┏━━
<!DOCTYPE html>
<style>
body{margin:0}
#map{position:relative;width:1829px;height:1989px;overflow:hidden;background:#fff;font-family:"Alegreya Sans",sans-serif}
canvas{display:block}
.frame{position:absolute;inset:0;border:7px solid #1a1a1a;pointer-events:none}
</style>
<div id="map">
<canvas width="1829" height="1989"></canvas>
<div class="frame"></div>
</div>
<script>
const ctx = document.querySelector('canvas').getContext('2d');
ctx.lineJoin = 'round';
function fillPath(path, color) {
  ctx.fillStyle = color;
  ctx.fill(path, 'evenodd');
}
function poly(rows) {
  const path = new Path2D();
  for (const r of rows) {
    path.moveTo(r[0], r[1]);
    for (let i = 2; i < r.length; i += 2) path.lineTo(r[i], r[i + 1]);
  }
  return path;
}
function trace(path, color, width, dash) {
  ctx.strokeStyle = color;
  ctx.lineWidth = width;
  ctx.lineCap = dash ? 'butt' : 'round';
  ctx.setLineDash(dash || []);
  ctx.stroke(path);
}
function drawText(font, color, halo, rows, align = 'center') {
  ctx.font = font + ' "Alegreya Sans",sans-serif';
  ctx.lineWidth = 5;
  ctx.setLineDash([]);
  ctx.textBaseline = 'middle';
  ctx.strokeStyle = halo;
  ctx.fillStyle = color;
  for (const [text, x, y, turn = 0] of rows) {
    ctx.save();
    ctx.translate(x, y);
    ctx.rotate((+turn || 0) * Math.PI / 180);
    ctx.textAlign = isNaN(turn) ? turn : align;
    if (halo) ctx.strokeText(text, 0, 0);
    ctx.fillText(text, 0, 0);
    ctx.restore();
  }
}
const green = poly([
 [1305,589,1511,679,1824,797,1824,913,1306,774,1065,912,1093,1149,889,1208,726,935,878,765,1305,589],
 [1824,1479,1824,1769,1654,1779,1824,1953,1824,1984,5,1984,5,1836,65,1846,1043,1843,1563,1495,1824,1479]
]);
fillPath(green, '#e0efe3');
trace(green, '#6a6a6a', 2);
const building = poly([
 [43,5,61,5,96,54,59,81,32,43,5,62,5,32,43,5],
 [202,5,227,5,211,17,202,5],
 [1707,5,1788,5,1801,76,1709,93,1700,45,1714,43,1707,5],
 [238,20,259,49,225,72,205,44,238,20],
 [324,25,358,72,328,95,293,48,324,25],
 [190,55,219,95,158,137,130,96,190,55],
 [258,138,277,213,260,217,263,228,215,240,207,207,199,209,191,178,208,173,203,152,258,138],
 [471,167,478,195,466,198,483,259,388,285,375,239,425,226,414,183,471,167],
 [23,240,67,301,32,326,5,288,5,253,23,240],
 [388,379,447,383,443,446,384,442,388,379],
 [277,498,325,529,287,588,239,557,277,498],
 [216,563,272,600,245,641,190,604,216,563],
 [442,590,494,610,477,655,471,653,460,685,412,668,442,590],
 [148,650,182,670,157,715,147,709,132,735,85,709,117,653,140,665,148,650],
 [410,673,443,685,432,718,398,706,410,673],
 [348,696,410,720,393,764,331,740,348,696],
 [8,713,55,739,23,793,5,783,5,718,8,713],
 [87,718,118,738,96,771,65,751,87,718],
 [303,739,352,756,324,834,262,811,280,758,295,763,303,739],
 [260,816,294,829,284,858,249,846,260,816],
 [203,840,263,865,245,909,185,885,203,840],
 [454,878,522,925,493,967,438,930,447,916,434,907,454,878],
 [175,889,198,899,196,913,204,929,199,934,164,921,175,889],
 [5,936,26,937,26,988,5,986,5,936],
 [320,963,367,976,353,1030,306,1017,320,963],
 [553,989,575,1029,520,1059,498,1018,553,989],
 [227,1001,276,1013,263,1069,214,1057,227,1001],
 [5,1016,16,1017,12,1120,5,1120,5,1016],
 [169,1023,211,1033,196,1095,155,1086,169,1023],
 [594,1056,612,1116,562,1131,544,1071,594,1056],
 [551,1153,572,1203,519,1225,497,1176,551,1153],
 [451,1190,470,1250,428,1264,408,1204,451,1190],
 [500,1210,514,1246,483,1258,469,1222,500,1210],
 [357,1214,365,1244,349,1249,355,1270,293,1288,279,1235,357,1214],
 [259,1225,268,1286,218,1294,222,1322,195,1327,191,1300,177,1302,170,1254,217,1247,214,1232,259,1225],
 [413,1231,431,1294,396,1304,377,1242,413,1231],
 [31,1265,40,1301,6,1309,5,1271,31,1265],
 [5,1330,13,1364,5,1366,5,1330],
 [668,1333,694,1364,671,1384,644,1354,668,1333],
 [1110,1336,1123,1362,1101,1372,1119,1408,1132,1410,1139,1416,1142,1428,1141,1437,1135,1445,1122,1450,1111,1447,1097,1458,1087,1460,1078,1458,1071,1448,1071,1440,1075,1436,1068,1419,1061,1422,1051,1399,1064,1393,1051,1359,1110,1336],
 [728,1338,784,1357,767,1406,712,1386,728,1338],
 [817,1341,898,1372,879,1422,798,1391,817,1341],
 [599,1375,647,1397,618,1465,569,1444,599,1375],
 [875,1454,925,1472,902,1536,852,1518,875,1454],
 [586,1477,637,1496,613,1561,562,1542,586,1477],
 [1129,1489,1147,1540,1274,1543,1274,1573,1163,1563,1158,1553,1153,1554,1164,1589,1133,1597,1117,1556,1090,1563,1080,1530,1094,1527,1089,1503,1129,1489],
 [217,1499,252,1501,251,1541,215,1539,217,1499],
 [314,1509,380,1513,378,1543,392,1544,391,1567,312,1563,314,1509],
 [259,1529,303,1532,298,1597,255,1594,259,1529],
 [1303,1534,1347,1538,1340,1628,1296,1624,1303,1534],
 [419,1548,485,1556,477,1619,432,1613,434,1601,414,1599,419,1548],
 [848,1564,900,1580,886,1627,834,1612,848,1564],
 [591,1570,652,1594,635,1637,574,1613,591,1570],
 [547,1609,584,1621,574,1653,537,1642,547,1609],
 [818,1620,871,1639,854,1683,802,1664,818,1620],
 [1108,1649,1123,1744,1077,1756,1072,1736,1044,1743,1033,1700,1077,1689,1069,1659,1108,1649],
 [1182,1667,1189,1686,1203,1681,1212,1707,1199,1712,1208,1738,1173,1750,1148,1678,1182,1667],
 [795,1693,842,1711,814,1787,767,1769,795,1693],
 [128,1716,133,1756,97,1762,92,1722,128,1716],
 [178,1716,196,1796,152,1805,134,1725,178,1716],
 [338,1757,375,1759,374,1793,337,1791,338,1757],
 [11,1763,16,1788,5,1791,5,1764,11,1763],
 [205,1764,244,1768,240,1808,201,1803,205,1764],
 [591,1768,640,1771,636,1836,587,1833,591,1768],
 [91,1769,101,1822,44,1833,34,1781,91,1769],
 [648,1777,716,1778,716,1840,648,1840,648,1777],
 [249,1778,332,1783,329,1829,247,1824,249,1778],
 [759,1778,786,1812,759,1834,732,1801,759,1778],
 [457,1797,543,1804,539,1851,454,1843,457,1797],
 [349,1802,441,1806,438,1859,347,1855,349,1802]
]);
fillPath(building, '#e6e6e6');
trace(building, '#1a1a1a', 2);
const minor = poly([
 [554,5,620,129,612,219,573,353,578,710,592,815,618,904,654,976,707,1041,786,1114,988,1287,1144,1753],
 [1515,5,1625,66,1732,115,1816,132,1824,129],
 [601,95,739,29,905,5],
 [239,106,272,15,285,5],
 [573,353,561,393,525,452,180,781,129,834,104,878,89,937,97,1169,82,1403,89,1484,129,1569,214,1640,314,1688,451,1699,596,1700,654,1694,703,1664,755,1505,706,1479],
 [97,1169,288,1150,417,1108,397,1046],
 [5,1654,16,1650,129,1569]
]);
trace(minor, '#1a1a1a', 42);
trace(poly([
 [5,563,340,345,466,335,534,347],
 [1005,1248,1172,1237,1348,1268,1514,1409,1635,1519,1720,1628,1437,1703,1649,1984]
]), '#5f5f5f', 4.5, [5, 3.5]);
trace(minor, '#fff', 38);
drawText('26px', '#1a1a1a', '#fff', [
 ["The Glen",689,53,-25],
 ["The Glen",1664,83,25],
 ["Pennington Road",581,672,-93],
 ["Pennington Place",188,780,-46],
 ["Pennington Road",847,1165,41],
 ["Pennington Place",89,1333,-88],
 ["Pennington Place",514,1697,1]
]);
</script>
┗━━
• Exercise prompt: Where a line in the material contains "canvas", copy that line.

• Answer box:
canvas{display:block}
<canvas width="1829" height="1989"></canvas>
const ctx = document.querySelector('canvas').getContext('2d');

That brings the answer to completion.